October 8, 2010
On Thursday, U.S. senators from Wyoming, Idaho and Utah announced a bill they say will nip further gray wolf Endangered Species Act (ESA) protections in the bud, thus relinquishing the disputed canine's management to states. However, passing the bill may be a Herculean task.
Sens. Mike Enzi and John Barrasso (Wyo.), Mike Crapo and James Risch (Idaho) and Orrin Hatch (Utah) introduced the bill, "Returning Wolf Management to the States Act (S. 3919)." The bill applies to all gray wolves in the lower 48 states and would prevent lawsuits from putting gray wolves back on the endangered species list.
Once an animal is removed from the endangered species list by an act of Congress, it precludes further litigation. If the bill passes, in order to challenge the bill in court, litigators would have to prove the bill is unconstitutional.
However, lawmakers are split along party lines over which states should be allowed to hunt wolves. A measure introduced by Sens.
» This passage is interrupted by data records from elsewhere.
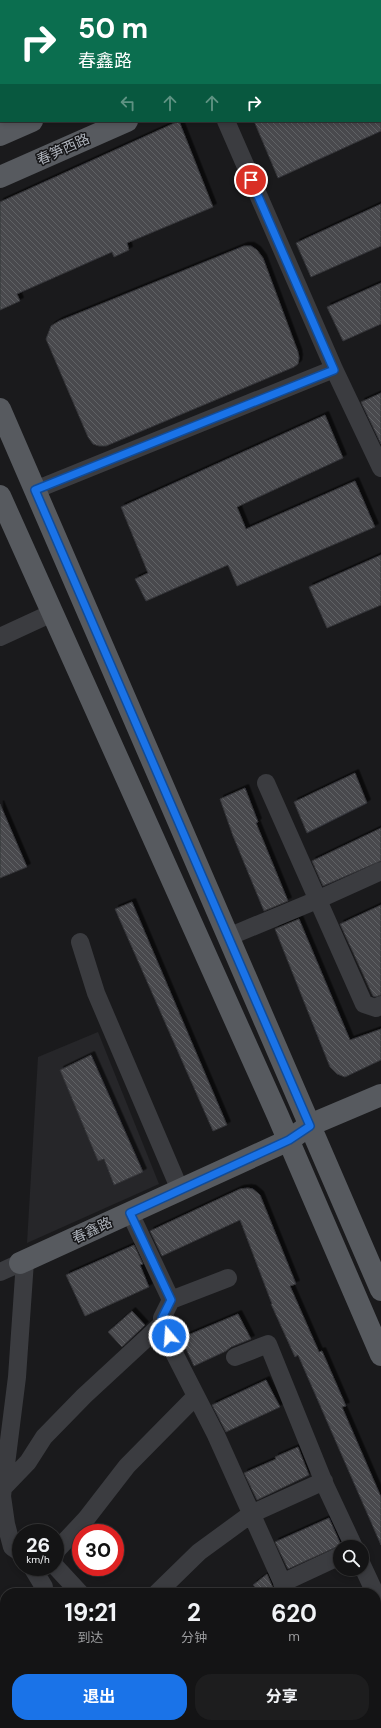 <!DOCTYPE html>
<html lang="zh">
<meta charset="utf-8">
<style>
:root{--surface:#141415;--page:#1d1d1e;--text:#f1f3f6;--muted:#9d9ea0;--line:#333334;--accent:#1a73e8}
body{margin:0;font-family:"DM Sans","Noto Sans SC",sans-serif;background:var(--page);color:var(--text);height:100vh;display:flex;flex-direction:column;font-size:15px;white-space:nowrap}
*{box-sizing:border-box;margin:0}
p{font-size:13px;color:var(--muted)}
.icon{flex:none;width:22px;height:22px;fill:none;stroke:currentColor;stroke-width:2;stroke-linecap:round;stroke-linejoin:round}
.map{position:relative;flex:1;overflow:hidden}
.side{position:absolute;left:0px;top:1588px;width:381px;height:140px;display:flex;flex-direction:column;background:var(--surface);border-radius:16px 16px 0 0;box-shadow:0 2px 6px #0003,0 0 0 1px var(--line)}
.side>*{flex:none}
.top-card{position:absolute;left:0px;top:0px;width:381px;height:122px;box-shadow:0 2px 6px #0003,0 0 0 1px var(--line);background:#0b6e4f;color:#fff;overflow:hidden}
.fabs{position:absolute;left:333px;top:1540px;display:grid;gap:8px}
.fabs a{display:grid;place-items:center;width:36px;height:36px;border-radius:50%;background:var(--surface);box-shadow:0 2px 6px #0003,0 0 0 1px var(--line);font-size:20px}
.speed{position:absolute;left:12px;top:1524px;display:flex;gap:8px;font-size:20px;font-weight:700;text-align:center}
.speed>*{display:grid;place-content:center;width:52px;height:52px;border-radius:50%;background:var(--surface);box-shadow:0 2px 6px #0003,0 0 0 1px var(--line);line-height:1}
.speed small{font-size:10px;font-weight:400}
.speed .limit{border:6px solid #d22;background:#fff;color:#111}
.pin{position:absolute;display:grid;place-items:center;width:34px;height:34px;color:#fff;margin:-17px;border:2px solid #fff;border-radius:50%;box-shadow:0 1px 4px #0007}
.me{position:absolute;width:44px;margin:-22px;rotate:342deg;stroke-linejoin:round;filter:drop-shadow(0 0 3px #0008)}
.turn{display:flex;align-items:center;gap:14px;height:84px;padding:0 12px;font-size:18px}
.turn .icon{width:52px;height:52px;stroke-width:2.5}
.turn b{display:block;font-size:28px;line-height:34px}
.lanes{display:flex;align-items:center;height:38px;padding:0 12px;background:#0003;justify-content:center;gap:20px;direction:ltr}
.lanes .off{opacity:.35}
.eta{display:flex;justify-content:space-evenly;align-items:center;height:68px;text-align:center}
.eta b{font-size:24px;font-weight:700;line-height:28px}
.primary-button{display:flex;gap:8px;margin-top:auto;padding:8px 12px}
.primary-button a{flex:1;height:46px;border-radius:16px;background:var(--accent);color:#fff;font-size:16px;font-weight:700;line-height:46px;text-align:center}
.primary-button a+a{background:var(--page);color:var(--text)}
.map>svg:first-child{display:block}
.built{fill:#262629}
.building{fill:url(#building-back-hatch);stroke:#343438;filter:url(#shadow)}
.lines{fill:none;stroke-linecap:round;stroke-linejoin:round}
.minor{stroke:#3b3c40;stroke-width:18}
.major{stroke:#575a5f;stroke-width:22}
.route-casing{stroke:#114b97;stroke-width:10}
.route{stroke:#1a73e8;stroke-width:7}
.labels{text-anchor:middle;stroke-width:3;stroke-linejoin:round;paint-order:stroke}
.street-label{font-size:14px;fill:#adb2ba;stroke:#151517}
</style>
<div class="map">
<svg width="381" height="1728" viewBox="0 0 381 1728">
<defs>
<pattern id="building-back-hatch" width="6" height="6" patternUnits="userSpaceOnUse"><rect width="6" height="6" fill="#494a4e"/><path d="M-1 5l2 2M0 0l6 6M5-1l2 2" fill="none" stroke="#616265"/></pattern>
<filter id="shadow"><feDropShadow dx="3.5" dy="-3.5" stdDeviation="0" flood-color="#0009"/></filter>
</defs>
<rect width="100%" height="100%" fill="#1a1a1c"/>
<!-- built -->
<path class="built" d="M 98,1032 L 159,1184 L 27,1243 L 38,1057 Z"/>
<!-- building -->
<path class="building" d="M 179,121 L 213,207 L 127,243 L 129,250 L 114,257 L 112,252 L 17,294 L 20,301 L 0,310 L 0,202 Z
M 254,121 L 381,121 L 381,131 L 278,178 Z
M 381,204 L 381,246 L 311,277 L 296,243 Z
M 244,246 L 251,246 L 257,250 L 263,258 L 298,352 L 299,358 L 298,364 L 294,367 L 106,446 L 99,446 L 93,444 L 88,437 L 46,339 L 51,326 L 59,321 Z
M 381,283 L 381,324 L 343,341 L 327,307 Z
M 381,393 L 381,444 L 361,402 Z
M 325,415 L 343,458 L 237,507 L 246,529 L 355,481 L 375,527 L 237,586 L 228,565 L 146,601 L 135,579 L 148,573 L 121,507 Z
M 381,555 L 381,605 L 327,628 L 309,587 Z
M 355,773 L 367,803 L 307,833 L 294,802 Z
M 245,788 L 258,822 L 256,823 L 288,901 L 264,911 L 233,836 L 220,799 Z
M 0,804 L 27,867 L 0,878 Z
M 381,828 L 381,861 L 323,886 L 312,861 Z
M 132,902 L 227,1125 L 213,1131 L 115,909 Z
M 381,905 L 381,995 L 375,997 L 373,996 L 340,924 Z
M 299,919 L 350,1040 L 381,1029 L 381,1060 L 345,1077 L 337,1074 L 330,1067 L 275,929 Z
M 91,1055 L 143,1172 L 114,1185 L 104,1159 L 98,1161 L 60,1070 Z
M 248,1188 L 253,1189 L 260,1195 L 296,1284 L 290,1286 L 319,1352 L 322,1351 L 346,1406 L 342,1407 L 381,1497 L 381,1545 L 298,1355 L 295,1357 L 271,1304 L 272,1304 L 240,1220 L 162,1256 L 150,1231 L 240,1189 Z
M 134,1245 L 143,1264 L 140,1265 L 149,1287 L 85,1316 L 66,1275 Z
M 132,1311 L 145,1325 L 122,1347 L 108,1332 Z
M 238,1314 L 251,1339 L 231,1347 L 226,1351 L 194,1366 L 181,1338 Z
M 266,1380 L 280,1407 L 226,1432 L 212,1405 Z
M 298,1447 L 309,1475 L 257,1500 L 244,1473 L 276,1459 L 275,1457 Z
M 329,1518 L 341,1545 L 288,1569 L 275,1542 Z
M 267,1574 L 273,1588 L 267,1593 L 261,1593 L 253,1585 Z"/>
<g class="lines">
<!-- minor -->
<path class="minor" d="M 151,0 L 151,1
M 226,121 L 334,369 L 381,468
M 35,490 L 334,369
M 0,637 L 52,613
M 266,783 L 364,1004 L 376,1008 L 381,1005
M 228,937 L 317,900 L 381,871
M 80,942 L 96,993 L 180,1190
M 130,1213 L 171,1300 L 162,1318 L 173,1351 L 216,1435 L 287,1593
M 0,1272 L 20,1263
M 171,1300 L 228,1278
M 235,1357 L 268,1344 L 325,1485 L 354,1547
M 3,1488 L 28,1462 L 44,1437 L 84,1396 L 164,1322
M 55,1552 L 86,1519 L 127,1466 L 196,1396
M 21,1553 L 12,1547 L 6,1524 L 2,1496 L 17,1377 L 25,1261
M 362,1565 L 375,1593
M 55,1566 L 80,1593
M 32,1567 L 44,1587 L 44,1593
M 282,1583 L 340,1556
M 157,1593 L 199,1552 L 251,1514 L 324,1481
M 376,1618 L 381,1616
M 0,1651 L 5,1646
M 376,1716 L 381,1714
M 196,1723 L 200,1728
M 0,1727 L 1,1728
M 28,1728 L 35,1723
M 344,1728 L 358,1723"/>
<!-- major -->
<path class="major" d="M 315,1 L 317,0
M 380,10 L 381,9
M 0,135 L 32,121
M 0,177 L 127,121
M 0,409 L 381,1290
M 0,496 L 278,1116 L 381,1355
M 20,1263 L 289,1140 L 310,1125 L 381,1095"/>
</g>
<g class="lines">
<defs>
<path id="route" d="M 169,1336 L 162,1318 L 171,1300 L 130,1213 L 289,1140 L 310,1126 L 35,490 L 334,370 L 251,180"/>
</defs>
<!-- route casing -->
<use href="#route" class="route-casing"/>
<!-- route -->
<use href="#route" class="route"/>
</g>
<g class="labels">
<!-- street labels -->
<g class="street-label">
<text transform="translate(63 149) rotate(-24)" y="5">春笋西路</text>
<text transform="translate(92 1230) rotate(-25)" y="5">春鑫路</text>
</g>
</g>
</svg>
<div class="fabs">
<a><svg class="icon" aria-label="search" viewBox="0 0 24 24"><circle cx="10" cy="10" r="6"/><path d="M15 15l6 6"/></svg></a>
</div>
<div class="speed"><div>26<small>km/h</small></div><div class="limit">30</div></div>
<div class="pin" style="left:251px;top:180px;background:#d93025"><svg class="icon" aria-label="arrive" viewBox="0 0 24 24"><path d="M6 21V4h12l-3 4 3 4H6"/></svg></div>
<svg class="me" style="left:169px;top:1336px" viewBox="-20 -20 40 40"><circle r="17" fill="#1a73e8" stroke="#fff" stroke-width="3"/><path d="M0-11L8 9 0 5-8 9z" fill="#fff"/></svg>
<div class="top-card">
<div class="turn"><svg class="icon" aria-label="right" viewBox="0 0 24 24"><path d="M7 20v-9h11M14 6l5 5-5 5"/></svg><div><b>50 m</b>春鑫路</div></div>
<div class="lanes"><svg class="icon off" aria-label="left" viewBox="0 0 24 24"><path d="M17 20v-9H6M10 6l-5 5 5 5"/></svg><svg class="icon off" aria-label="ahead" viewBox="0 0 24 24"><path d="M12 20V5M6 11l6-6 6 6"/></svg><svg class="icon off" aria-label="ahead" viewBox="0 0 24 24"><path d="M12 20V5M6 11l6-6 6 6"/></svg><svg class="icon" aria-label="right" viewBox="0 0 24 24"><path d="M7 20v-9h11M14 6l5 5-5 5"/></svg></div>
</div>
<section class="side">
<div class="eta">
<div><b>19:21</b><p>到达</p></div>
<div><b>2</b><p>分钟</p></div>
<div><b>620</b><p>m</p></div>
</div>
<div class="primary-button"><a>退出</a><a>分享</a></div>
</section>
</div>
Max Baucus and Jon Tester (Mont.) would leave wolves endangered in Wyoming, which has a shoot-on-sight law for wolves across most of the state.
"Recovery numbers and science show that wolves no longer need to be on the endangered species list, but frivolous lawsuits and broken federal promises keep them listed," said Enzi.
"Wyoming has met our recovery goals and honored our commitments to recover the wolf," Barrasso said. "It's time for Washington to now hold up their end of the bargain and delist the wolf."
U.S. Rep. Denny Rehberg (Mont.) has also drafted, but yet not introduced, a bill for the House that would amend the ESA to lift federal protections for wolves in Montana and Idaho.